Required action: Beginning at whichever line contains "Convert the picture", reproduce each line of the records below word for word, ending with the last, and add nothing.

Recorded information START

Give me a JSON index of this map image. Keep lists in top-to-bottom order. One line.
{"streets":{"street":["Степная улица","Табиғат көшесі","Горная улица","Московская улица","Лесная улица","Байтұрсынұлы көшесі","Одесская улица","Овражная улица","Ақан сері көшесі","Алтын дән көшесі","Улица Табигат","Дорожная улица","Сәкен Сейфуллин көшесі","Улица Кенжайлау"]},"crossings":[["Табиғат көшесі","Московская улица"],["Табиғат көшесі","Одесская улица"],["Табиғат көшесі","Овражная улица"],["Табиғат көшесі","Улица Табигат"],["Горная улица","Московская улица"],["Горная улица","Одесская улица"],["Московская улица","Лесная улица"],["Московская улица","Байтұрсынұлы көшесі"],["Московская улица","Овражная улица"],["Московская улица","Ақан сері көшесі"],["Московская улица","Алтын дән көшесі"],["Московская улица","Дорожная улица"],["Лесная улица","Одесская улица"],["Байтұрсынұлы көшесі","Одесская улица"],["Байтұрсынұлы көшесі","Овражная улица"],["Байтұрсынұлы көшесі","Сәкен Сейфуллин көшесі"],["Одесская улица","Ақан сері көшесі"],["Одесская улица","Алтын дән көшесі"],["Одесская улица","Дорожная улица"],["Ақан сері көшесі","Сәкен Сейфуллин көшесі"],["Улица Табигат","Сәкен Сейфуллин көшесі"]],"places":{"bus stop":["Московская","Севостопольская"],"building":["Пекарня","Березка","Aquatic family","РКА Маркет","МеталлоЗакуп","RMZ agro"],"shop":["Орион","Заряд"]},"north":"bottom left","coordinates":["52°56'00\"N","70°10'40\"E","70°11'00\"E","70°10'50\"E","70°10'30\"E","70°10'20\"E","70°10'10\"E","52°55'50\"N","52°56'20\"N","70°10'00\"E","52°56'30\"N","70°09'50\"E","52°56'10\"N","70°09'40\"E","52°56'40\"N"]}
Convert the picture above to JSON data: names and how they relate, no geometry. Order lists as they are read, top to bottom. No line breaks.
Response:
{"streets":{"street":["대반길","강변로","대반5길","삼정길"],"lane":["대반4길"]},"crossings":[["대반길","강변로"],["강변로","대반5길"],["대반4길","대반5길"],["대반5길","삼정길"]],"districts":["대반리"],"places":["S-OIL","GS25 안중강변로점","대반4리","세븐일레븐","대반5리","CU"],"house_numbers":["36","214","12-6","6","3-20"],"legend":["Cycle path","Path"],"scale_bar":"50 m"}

Recorded information END

Answer to this exercise:
Convert the picture above to JSON data: names and how they relate, no geometry. Order lists as they are read, top to bottom. No line breaks.
Response:
{"streets":{"street":["대반길","강변로","대반5길","삼정길"],"lane":["대반4길"]},"crossings":[["대반길","강변로"],["강변로","대반5길"],["대반4길","대반5길"],["대반5길","삼정길"]],"districts":["대반리"],"places":["S-OIL","GS25 안중강변로점","대반4리","세븐일레븐","대반5리","CU"],"house_numbers":["36","214","12-6","6","3-20"],"legend":["Cycle path","Path"],"scale_bar":"50 m"}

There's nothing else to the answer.